Organic compounds can react with each other in thousands of different ways. Empirical knowledge is the key for organic chemists to avoid countless trials and errors in the laboratory. In order to improve the synthesis plan, IBM Research and Thieme Chemistry combined the full-text resources of synthetic organic chemistry methods from Thieme, the artificially curated data set by experts from Science of Synthesis, and the comments of Synfacts journals with an artificial intelligence model called Molecular. IBM RXN for Chemistry In the transformer.

Molecular Transformer is a neural machine translation model used to reliably predict the outcome of chemical reactions and was later enhanced to include reverse synthesis analysis—that is, first determine the chemicals needed to create a given target molecule. Facts have proved that the model is very successful in learning the chemical reactivity information present in the chemical reaction data set. However, it is limited to the content and correctness of these data sets.

Science of Synthesis and Synfacts cover a wide range of reaction spaces. Generally, models trained on commercial patent datasets perform poorly in many such responses. The higher quality of the chemical records of Science of Synthesis and Synfacts is reflected in the greater proportion of available records. This consistency in the Thieme data set facilitates the learning process of the AI ​​model, resulting in more consistent predictions: The results show that the model trained on Thieme on the RXN for Chemistry platform improves the prediction accuracy of forward prediction by three times , Improve the prediction accuracy by nine times for inverse synthesis.

The collaboration between Thieme and IBM Research Europe demonstrates the impact of high-quality chemical reaction data on future AI chemical synthesis tools. The integration of high-quality, carefully selected data from synthetic science and Synfacts provides a unique opportunity to elevate the chemical performance of RXN to unprecedented levels because it unleashes all the knowledge contained in hundreds of thousands of chemical reaction records.

Professor Richmond Sarpong of the University of California, Berkeley said: “The sustainable future of synthesis will include minimizing the number of non-productive strategies that run only those reactions that lead to productive results.

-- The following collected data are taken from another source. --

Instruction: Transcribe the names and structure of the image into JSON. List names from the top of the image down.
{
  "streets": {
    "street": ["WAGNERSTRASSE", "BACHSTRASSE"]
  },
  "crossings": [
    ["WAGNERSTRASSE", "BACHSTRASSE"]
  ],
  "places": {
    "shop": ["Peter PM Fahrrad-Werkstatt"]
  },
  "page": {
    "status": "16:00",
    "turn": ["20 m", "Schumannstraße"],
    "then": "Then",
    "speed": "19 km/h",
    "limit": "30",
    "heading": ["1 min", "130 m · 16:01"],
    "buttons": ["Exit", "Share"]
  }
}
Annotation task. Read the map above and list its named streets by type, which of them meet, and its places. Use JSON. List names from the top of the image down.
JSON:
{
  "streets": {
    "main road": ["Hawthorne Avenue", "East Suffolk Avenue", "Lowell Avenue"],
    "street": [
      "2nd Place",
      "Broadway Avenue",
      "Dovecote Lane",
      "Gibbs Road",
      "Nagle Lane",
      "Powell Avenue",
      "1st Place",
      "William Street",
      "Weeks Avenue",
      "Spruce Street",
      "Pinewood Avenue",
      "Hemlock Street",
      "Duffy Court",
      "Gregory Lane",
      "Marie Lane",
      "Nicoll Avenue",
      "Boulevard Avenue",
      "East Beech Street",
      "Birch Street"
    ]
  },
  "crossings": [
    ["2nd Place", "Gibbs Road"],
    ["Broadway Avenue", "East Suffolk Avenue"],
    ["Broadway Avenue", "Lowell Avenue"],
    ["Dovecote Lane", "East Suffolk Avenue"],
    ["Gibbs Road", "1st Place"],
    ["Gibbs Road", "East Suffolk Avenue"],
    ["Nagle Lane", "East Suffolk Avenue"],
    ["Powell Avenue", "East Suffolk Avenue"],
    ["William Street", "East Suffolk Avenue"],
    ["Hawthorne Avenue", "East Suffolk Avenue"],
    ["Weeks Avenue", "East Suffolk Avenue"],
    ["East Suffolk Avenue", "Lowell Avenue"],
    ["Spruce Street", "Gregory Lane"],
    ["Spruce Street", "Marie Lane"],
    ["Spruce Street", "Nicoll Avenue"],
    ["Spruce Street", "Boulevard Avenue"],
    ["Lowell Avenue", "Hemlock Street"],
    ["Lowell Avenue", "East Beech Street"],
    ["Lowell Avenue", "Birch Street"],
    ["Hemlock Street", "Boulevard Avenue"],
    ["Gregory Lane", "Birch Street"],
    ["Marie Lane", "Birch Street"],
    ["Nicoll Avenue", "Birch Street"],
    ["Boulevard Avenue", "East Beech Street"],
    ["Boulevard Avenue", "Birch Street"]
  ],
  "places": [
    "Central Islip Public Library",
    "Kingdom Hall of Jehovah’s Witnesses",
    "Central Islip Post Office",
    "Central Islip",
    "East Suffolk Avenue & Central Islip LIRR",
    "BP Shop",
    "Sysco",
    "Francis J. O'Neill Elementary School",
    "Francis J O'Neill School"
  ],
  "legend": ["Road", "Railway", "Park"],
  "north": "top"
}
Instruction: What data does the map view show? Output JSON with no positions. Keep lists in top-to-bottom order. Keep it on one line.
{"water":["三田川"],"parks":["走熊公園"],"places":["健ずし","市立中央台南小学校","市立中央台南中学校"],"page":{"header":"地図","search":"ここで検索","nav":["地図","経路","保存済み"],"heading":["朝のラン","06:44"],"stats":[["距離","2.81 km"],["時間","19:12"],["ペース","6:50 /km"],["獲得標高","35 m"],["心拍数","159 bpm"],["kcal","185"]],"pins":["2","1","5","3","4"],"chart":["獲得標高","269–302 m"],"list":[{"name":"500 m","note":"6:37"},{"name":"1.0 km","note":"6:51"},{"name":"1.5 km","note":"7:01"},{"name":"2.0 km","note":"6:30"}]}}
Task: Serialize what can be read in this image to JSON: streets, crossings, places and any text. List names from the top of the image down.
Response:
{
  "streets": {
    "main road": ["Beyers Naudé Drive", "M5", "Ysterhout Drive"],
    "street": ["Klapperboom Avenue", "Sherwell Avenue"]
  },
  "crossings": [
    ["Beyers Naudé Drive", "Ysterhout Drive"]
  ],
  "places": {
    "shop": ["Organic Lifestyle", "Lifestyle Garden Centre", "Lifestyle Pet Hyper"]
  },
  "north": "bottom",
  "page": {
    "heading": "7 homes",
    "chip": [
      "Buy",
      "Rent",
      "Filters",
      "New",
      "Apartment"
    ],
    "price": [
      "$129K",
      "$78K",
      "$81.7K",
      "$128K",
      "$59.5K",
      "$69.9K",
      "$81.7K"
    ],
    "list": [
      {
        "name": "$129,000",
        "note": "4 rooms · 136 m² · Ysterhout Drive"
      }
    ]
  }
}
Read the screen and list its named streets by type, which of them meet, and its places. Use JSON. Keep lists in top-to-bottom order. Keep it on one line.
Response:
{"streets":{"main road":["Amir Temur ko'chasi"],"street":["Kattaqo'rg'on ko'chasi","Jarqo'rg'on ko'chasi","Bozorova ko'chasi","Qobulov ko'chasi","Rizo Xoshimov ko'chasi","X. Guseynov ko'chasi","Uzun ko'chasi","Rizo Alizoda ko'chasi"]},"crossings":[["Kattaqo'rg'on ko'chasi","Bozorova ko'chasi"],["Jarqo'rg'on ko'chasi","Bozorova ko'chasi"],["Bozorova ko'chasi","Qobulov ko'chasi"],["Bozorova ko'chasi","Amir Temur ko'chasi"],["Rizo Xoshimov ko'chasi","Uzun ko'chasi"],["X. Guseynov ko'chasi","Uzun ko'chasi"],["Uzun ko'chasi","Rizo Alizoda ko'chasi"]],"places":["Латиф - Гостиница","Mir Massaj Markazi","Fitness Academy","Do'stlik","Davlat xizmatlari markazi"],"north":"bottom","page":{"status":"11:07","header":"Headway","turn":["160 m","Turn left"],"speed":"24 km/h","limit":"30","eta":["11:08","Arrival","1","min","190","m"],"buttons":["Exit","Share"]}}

This can only be done through computer design and manual work. The combination of design to achieve, which makes the cooperation with IBM and Thieme Chemistry exciting.

Also involved in testing the retraining model are Prof. Alois Fürstner (MPI Mülheim, Germany), Prof. Karl Gademann and Prof. Cristina Nevado (University of Zurich, Switzerland), Prof. Ang Li (Shanghai Institute of Organic Chemistry, China), and Prof. Dirk Trauner (New York University, USA) And its research team.